ARM’s business is just fine, they’re a healthy company with fantastic technology and happy customers. Maybe they were overvalued by SoftBank, but that’s Softbank’s problem. It doesn’t mean ARM is a bad business. They’re just not growing spectacularly, but maybe that’s ok.
The British should try to coax Softbank into doing an ARM IPO and work to build up a more significant native semiconductor ecosystem around the company. It might be Britain's last chance at that, a company like ARM doesn't come around very often and you need something integral like that to build around as a core. The US should tandem with Britain on that (investment, political support, whatever is needed), given the close nature of the allied relationship (and since if the US can't own it the next best thing might be for Britain to continue to indefinitely).
ARM has I think 2/3 of it's employees in the UK, mainly Cambridge, and they're expanding the campus there. The Semiconductor Physics Group at the Cavendish Laboratory at the University is at the cutting edge globally with 18 PhD projects currently in flight. Guess where scads of ARM's top scientists are recruited from? ARM and the University are joined at the hip. That company's not going anywhere.
SoftBank wants to do an IPO. They have no financial reason to hold on to all of ARM or even a majority of it in the near to medium future. Likewise, SoftBank def doesn’t want to put any money into ARM any more.

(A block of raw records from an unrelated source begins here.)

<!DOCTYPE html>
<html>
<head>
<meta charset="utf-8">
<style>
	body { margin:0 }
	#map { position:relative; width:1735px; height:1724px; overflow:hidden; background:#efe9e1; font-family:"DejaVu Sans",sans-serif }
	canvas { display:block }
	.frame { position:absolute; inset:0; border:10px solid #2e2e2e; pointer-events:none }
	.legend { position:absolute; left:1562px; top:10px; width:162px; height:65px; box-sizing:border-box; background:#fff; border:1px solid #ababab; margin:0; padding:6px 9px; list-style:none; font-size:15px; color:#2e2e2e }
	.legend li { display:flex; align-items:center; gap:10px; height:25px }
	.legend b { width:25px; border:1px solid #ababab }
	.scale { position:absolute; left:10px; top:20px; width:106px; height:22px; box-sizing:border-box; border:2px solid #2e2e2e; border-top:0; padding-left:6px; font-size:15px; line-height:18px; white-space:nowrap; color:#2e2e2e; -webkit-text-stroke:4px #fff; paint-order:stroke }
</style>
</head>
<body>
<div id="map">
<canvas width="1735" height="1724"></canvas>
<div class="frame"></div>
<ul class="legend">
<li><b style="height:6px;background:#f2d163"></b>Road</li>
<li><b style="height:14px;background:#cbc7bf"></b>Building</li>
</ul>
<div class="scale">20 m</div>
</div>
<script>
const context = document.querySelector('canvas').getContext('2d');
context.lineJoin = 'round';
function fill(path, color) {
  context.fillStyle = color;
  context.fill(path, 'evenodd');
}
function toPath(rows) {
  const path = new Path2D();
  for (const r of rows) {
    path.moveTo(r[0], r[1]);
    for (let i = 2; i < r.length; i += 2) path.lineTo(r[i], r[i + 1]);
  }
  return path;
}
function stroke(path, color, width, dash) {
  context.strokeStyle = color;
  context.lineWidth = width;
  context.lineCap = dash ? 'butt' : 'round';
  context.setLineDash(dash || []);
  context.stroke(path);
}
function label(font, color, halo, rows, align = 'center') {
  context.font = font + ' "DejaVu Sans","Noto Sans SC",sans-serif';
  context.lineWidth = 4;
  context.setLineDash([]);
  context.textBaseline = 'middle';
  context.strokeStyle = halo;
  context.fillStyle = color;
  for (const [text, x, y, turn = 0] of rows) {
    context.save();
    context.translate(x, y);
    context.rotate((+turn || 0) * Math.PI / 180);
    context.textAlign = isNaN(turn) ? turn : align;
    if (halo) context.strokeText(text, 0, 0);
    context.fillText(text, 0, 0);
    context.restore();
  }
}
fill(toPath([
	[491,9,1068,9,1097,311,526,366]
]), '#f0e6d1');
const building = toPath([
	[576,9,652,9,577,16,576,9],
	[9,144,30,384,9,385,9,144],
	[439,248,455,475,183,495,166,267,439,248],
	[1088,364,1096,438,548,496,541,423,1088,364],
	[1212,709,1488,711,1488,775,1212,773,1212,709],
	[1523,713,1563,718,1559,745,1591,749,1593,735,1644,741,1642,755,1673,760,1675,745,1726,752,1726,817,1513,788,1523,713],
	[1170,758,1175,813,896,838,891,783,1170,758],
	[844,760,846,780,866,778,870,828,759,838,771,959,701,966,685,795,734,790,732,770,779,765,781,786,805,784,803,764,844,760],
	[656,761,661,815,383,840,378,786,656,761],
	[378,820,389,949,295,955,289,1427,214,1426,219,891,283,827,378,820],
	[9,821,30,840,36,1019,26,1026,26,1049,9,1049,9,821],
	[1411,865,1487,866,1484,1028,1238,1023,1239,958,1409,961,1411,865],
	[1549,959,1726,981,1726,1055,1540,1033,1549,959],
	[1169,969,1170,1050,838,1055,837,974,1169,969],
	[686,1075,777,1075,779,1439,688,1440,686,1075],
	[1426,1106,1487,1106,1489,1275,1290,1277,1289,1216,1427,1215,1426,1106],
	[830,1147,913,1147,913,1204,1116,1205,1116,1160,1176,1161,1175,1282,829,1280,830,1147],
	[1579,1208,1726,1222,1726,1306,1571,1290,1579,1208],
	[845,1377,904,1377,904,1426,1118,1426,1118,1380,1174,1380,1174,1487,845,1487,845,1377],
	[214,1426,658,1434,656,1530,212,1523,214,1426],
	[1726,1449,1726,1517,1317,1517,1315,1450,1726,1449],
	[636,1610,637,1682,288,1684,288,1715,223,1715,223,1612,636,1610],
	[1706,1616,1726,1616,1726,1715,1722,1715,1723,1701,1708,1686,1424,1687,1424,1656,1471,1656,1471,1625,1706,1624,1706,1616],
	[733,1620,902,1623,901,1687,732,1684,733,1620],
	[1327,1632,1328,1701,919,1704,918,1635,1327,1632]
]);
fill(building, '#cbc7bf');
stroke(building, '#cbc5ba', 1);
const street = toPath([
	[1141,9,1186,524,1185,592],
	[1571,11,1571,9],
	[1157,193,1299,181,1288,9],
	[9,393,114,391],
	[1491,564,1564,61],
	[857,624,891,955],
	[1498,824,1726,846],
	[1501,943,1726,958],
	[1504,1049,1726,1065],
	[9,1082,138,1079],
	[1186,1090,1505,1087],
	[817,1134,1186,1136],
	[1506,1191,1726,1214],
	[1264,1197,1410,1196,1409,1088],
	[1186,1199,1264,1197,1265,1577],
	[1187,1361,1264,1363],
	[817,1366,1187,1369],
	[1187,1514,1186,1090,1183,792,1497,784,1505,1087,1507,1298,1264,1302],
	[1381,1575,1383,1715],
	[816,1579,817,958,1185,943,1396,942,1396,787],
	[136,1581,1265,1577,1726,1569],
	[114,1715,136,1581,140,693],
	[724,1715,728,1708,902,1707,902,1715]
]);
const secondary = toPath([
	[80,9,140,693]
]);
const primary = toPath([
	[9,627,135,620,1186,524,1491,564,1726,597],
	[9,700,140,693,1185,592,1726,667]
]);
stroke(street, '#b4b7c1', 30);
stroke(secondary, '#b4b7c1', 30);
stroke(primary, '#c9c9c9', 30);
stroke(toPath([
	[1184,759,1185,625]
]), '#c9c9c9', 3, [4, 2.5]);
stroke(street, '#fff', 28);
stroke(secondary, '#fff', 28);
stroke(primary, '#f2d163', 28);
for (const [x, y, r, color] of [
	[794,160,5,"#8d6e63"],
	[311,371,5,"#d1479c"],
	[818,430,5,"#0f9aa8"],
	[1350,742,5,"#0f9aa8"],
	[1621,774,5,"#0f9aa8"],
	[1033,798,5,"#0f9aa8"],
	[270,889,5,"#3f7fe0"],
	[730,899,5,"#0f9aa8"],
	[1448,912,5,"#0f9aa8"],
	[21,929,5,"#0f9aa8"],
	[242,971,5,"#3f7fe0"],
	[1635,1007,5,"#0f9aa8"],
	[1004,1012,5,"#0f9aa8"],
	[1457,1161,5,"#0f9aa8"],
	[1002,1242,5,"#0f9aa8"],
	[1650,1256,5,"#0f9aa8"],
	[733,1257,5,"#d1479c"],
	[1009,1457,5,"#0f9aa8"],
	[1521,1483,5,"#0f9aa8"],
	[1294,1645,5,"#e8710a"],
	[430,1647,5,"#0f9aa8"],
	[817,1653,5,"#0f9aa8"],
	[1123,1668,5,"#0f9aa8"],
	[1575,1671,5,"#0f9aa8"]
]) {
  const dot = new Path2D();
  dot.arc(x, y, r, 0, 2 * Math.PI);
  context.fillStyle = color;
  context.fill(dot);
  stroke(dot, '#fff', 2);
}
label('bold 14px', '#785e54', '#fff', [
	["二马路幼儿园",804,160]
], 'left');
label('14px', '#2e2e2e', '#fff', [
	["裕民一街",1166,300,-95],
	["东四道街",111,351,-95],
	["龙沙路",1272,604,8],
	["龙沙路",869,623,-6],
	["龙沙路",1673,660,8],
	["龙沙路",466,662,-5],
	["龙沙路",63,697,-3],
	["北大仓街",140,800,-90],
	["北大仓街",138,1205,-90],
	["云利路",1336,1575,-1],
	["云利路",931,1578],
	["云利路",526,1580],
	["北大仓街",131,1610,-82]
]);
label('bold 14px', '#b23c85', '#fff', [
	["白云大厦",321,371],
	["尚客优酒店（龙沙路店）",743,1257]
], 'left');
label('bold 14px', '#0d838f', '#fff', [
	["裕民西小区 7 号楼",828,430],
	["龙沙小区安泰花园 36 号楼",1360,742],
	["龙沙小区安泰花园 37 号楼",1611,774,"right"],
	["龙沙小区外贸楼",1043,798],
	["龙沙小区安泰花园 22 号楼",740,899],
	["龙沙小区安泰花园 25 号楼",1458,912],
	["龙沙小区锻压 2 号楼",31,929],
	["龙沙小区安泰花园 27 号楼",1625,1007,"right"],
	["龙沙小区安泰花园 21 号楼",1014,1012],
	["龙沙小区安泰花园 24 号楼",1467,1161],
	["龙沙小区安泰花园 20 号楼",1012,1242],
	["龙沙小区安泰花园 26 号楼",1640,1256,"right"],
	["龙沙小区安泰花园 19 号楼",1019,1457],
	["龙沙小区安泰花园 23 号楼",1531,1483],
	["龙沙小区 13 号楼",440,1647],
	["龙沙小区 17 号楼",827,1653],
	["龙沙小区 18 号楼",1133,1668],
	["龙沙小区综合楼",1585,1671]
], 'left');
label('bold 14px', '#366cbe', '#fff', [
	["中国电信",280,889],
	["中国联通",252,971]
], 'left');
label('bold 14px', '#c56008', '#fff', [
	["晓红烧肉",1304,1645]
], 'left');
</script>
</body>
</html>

I think it’s reasonably clear SoftBank’s stewardship of Arm has been poor - sure they have invested but the Arm China move backfired badly and this Nvidia uncertainty has also hindered Arm’s development.
I think Apple should buy ARM. Then they will own the entire iPhone and Mac tech stack -- right down to the ISA. It's hard to think of a more competent steward for the technology than Apple.
That would make even more companies bail from ARM to RISC-V than NVidia. While NVidia tends to be hostile and lay out traps for competition, Apple downright shuts down anything external facing of the companies they acquire. Just as the parent is saying, that would make ARM less valuable, for sure.
NVIDIA being a well known hostile company, the industry did not miss the news about its ARM purchase intent. And thus they looked for alternatives. That's RISC-V.
Today, pretty much every company designing microcontrollers or SoCs is involved with RISC-V. They won't cancel those efforts to embrace ARM again.